# Material for the task:
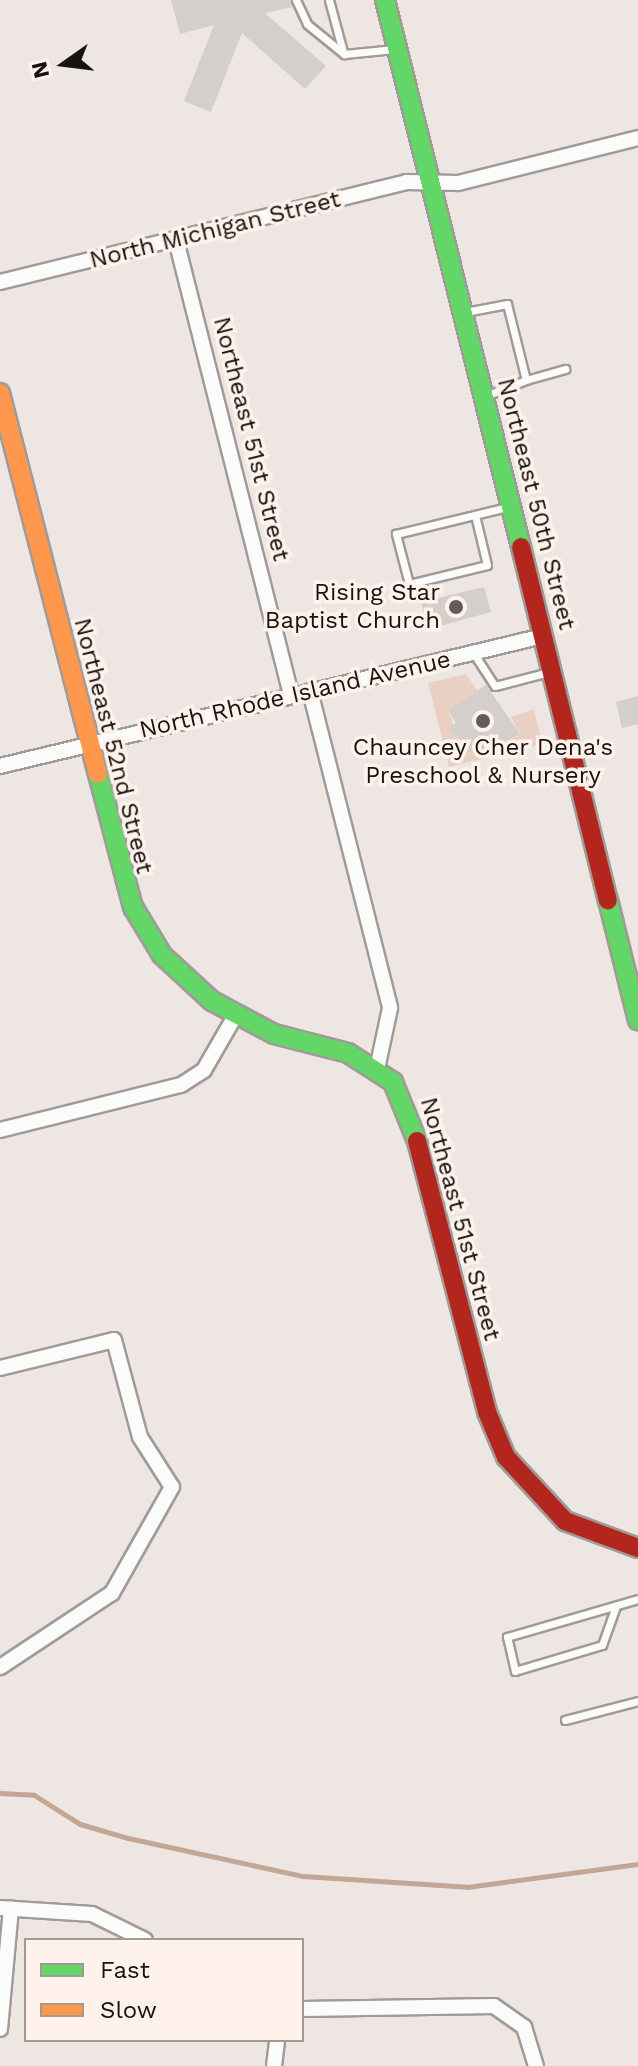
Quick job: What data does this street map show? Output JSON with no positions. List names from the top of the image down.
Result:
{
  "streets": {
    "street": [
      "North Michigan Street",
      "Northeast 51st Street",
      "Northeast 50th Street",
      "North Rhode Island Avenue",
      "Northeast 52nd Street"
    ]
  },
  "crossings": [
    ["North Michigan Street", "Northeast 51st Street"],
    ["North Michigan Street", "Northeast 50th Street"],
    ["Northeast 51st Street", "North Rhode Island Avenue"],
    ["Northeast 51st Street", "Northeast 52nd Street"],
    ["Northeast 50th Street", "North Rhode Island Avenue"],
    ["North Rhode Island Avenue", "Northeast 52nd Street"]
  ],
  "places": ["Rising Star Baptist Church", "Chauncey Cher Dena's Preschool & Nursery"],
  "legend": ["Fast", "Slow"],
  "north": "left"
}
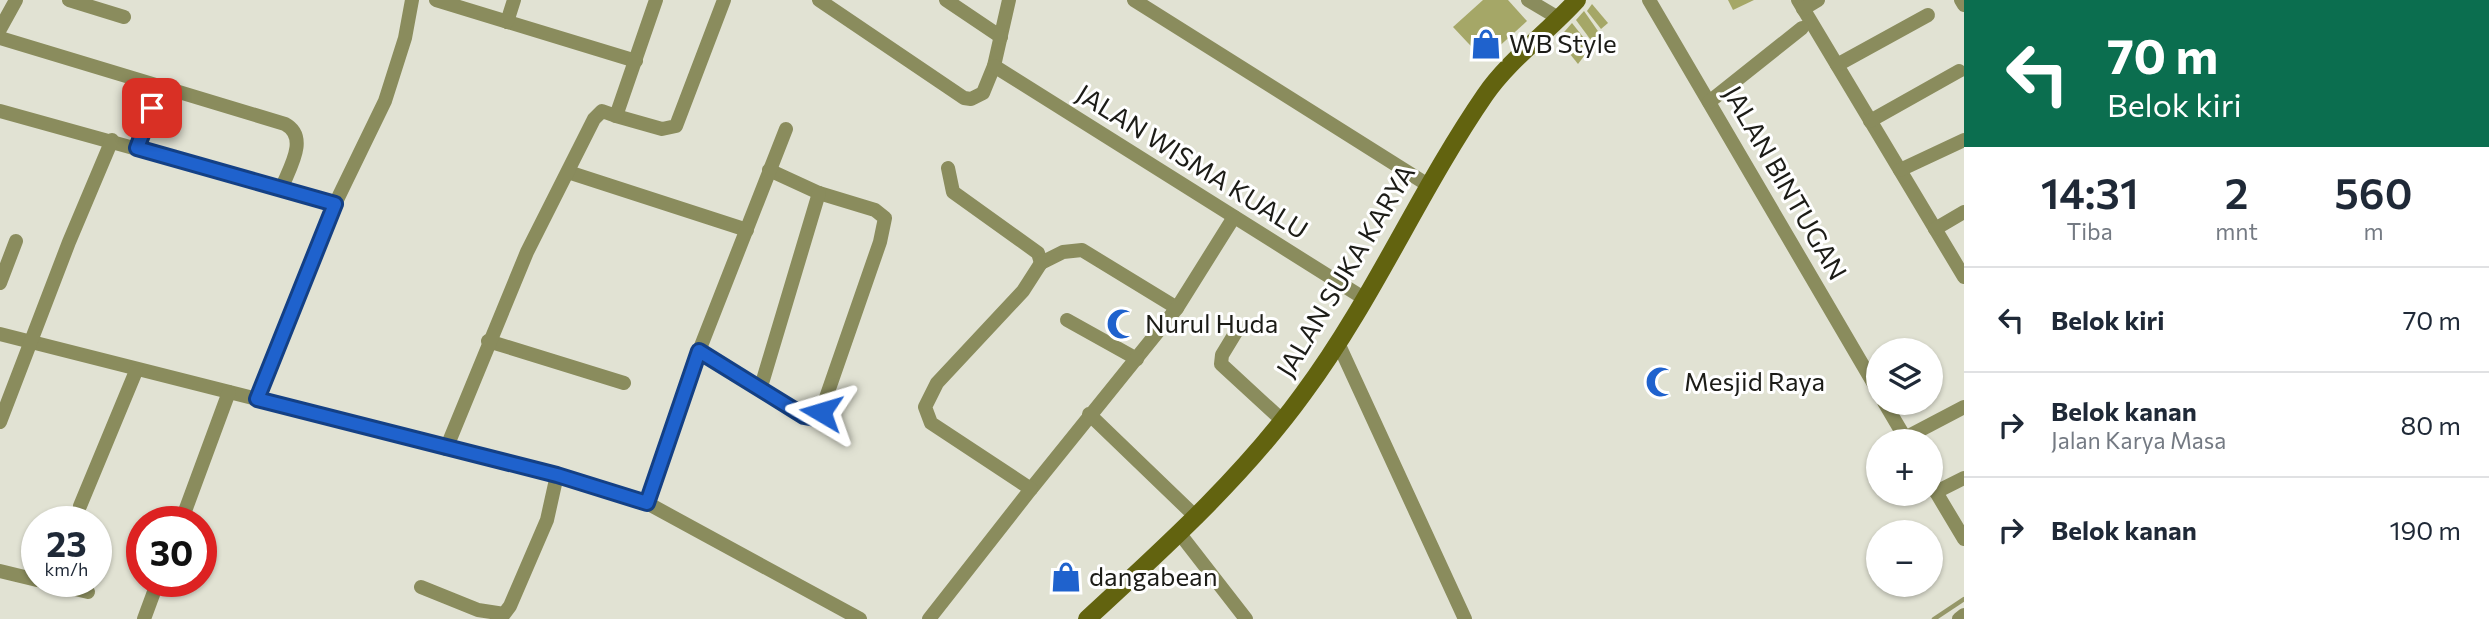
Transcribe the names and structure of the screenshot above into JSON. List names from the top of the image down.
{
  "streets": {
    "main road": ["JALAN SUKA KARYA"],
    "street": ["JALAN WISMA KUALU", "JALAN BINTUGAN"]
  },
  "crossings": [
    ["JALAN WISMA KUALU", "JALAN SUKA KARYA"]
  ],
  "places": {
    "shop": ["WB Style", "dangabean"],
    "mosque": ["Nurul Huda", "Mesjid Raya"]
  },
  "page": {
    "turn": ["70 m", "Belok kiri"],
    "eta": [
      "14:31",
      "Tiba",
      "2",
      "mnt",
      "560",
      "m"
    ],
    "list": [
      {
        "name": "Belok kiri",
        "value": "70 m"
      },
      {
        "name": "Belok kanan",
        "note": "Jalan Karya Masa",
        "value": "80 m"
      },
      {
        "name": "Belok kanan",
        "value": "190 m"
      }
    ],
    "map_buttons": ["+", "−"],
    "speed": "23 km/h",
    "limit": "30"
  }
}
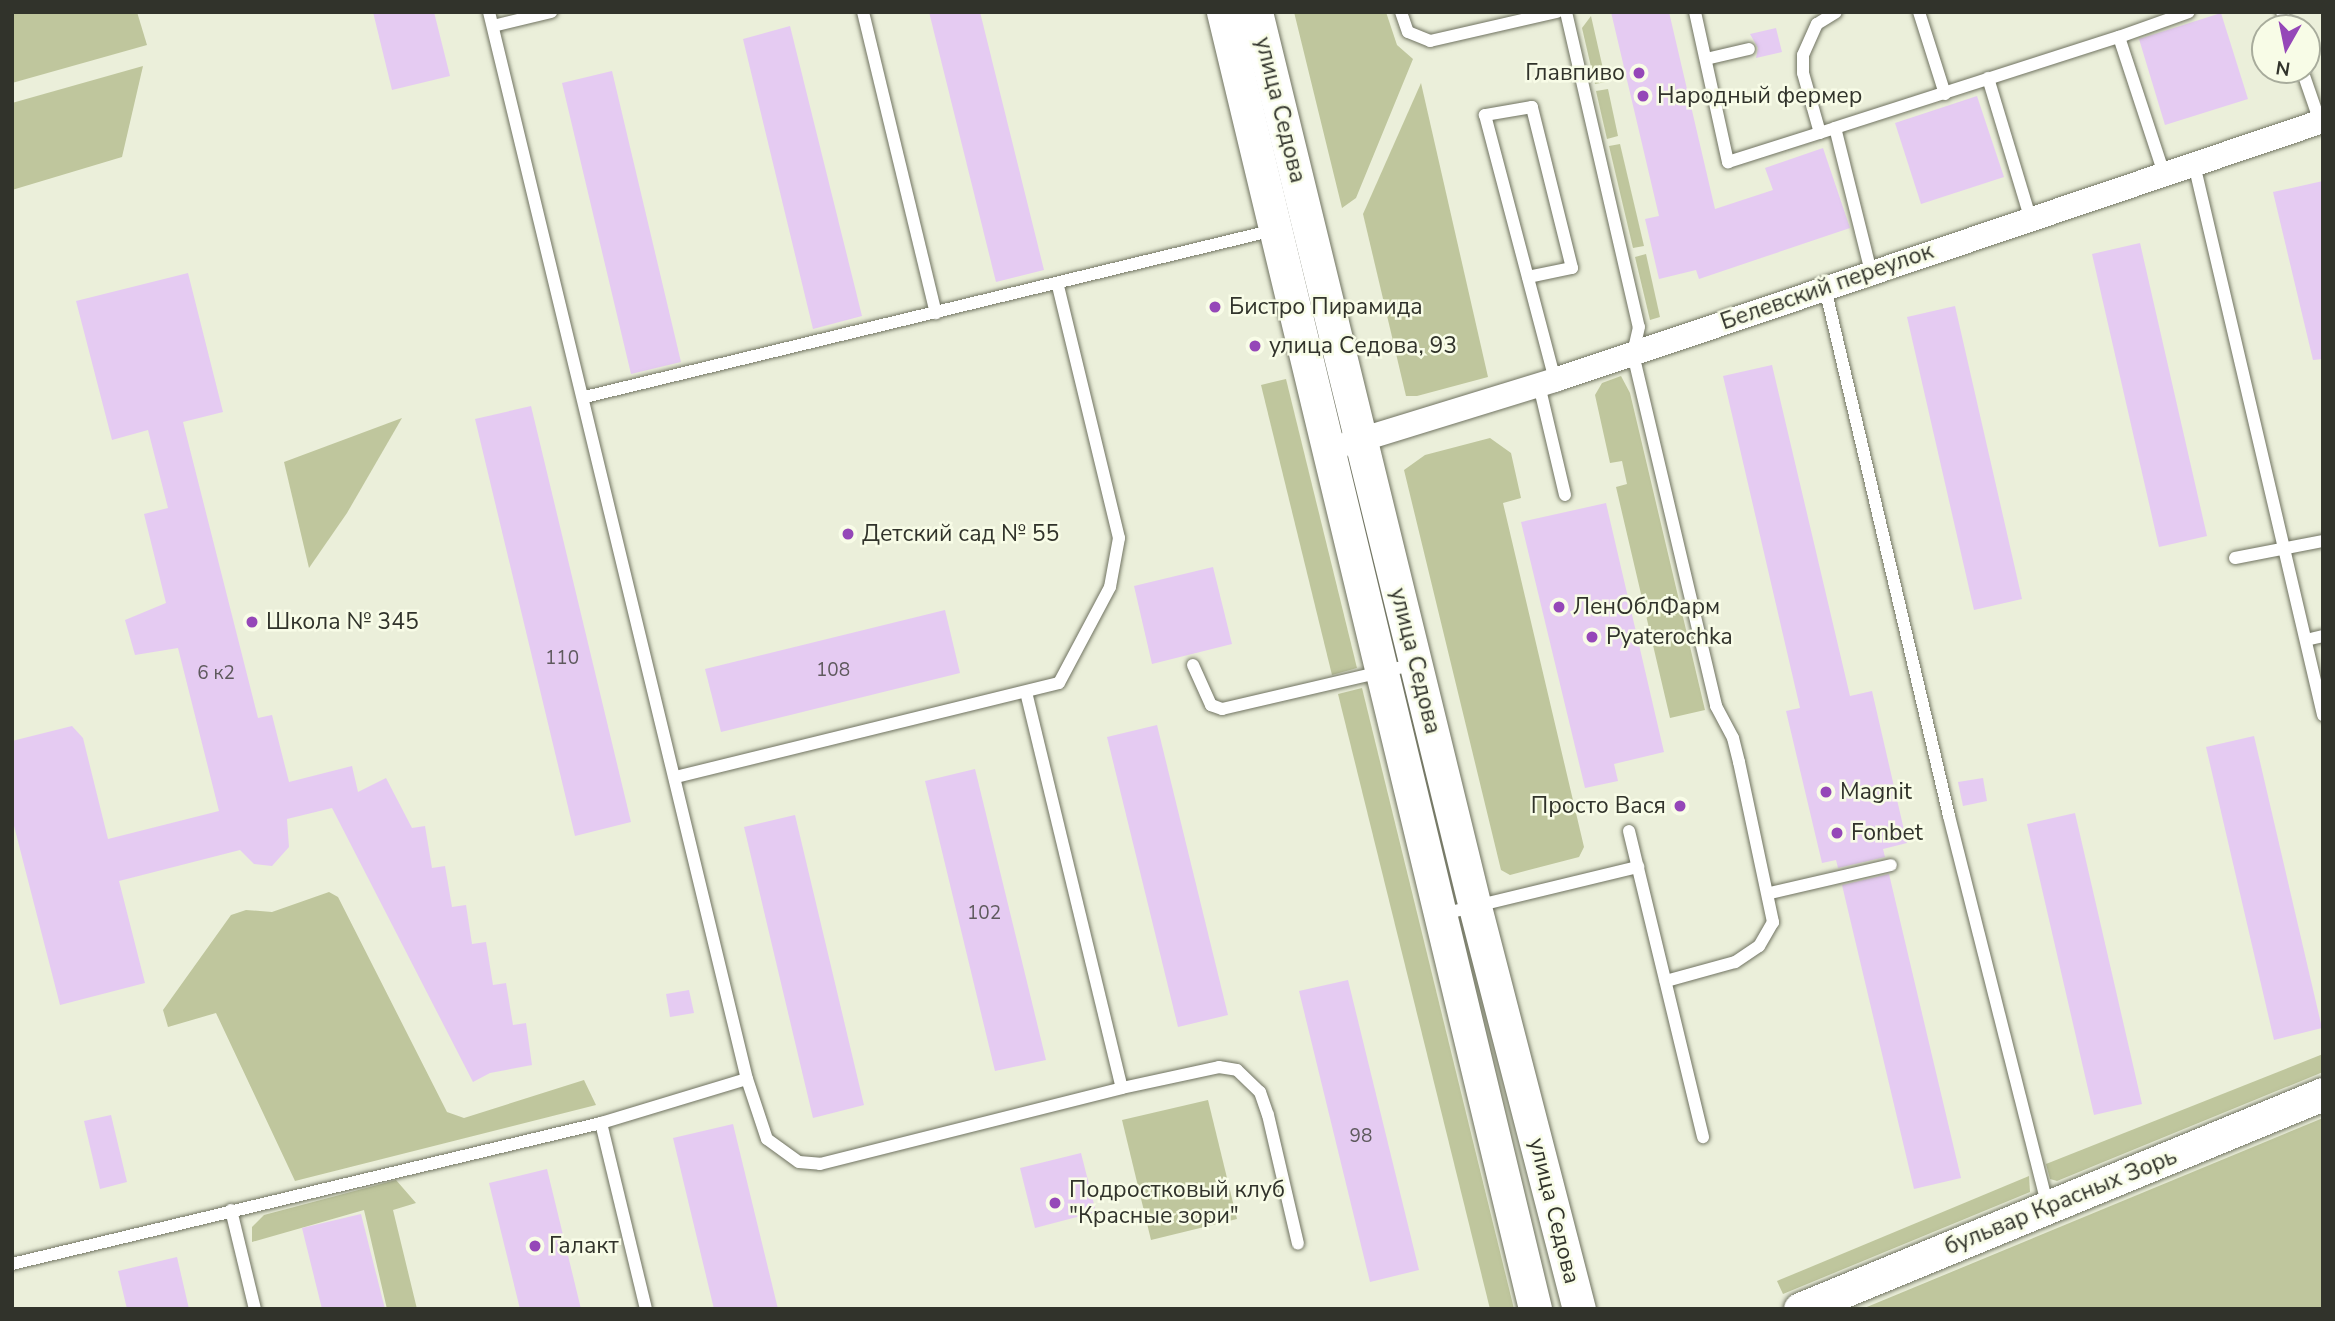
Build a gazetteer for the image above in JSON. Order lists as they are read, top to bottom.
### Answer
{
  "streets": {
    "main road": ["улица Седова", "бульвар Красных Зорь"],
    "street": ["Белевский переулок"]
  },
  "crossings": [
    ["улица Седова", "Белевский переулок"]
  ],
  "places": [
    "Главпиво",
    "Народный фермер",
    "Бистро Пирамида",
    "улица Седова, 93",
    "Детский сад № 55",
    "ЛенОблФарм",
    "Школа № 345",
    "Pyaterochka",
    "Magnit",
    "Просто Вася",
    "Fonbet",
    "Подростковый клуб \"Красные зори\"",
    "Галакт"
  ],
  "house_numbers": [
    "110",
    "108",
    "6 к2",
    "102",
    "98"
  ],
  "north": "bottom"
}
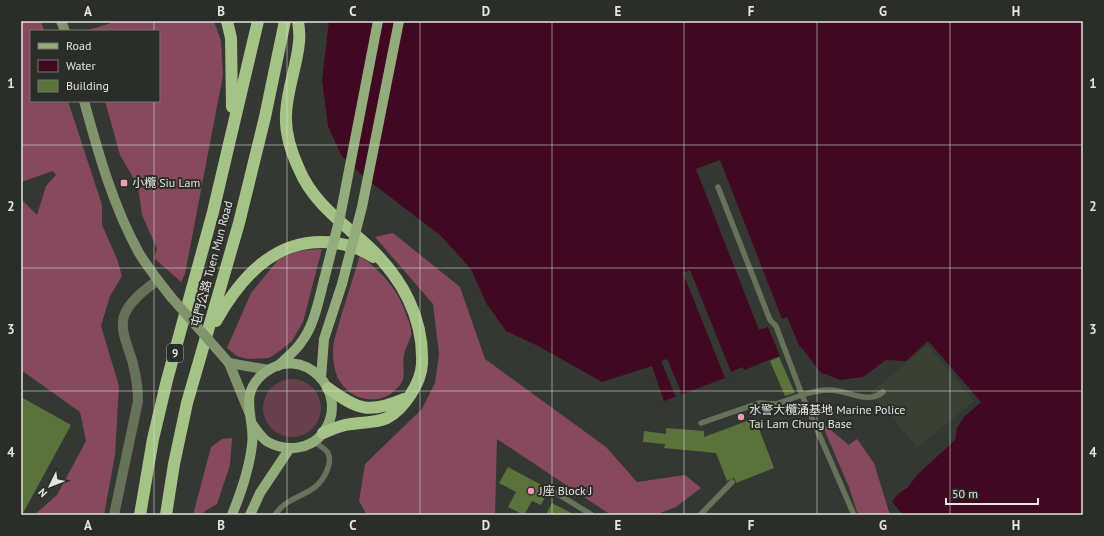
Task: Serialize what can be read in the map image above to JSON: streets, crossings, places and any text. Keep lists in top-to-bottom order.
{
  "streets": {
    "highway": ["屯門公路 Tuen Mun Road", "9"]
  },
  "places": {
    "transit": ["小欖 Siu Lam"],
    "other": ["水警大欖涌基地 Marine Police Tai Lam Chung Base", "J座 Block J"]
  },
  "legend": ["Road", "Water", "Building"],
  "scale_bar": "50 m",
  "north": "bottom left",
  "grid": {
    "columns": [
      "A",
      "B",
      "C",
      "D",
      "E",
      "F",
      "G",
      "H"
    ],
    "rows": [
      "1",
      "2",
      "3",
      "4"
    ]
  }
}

# Task goal:
Keep the pictures out and transcribe the entries exactly.

# Problem solution:
Quick job: What data does this street map show? Output JSON with no positions. List names from the top of the image down.
Result:
{
  "streets": {
    "street": [
      "North Michigan Street",
      "Northeast 51st Street",
      "Northeast 50th Street",
      "North Rhode Island Avenue",
      "Northeast 52nd Street"
    ]
  },
  "crossings": [
    ["North Michigan Street", "Northeast 51st Street"],
    ["North Michigan Street", "Northeast 50th Street"],
    ["Northeast 51st Street", "North Rhode Island Avenue"],
    ["Northeast 51st Street", "Northeast 52nd Street"],
    ["Northeast 50th Street", "North Rhode Island Avenue"],
    ["North Rhode Island Avenue", "Northeast 52nd Street"]
  ],
  "places": ["Rising Star Baptist Church", "Chauncey Cher Dena's Preschool & Nursery"],
  "legend": ["Fast", "Slow"],
  "north": "left"
}
Transcribe the names and structure of the screenshot above into JSON. List names from the top of the image down.
{
  "streets": {
    "main road": ["JALAN SUKA KARYA"],
    "street": ["JALAN WISMA KUALU", "JALAN BINTUGAN"]
  },
  "crossings": [
    ["JALAN WISMA KUALU", "JALAN SUKA KARYA"]
  ],
  "places": {
    "shop": ["WB Style", "dangabean"],
    "mosque": ["Nurul Huda", "Mesjid Raya"]
  },
  "page": {
    "turn": ["70 m", "Belok kiri"],
    "eta": [
      "14:31",
      "Tiba",
      "2",
      "mnt",
      "560",
      "m"
    ],
    "list": [
      {
        "name": "Belok kiri",
        "value": "70 m"
      },
      {
        "name": "Belok kanan",
        "note": "Jalan Karya Masa",
        "value": "80 m"
      },
      {
        "name": "Belok kanan",
        "value": "190 m"
      }
    ],
    "map_buttons": ["+", "−"],
    "speed": "23 km/h",
    "limit": "30"
  }
}
Build a gazetteer for the image above in JSON. Order lists as they are read, top to bottom.
### Answer
{
  "streets": {
    "main road": ["улица Седова", "бульвар Красных Зорь"],
    "street": ["Белевский переулок"]
  },
  "crossings": [
    ["улица Седова", "Белевский переулок"]
  ],
  "places": [
    "Главпиво",
    "Народный фермер",
    "Бистро Пирамида",
    "улица Седова, 93",
    "Детский сад № 55",
    "ЛенОблФарм",
    "Школа № 345",
    "Pyaterochka",
    "Magnit",
    "Просто Вася",
    "Fonbet",
    "Подростковый клуб \"Красные зори\"",
    "Галакт"
  ],
  "house_numbers": [
    "110",
    "108",
    "6 к2",
    "102",
    "98"
  ],
  "north": "bottom"
}
Task: Serialize what can be read in the map image above to JSON: streets, crossings, places and any text. Keep lists in top-to-bottom order.
{
  "streets": {
    "highway": ["屯門公路 Tuen Mun Road", "9"]
  },
  "places": {
    "transit": ["小欖 Siu Lam"],
    "other": ["水警大欖涌基地 Marine Police Tai Lam Chung Base", "J座 Block J"]
  },
  "legend": ["Road", "Water", "Building"],
  "scale_bar": "50 m",
  "north": "bottom left",
  "grid": {
    "columns": [
      "A",
      "B",
      "C",
      "D",
      "E",
      "F",
      "G",
      "H"
    ],
    "rows": [
      "1",
      "2",
      "3",
      "4"
    ]
  }
}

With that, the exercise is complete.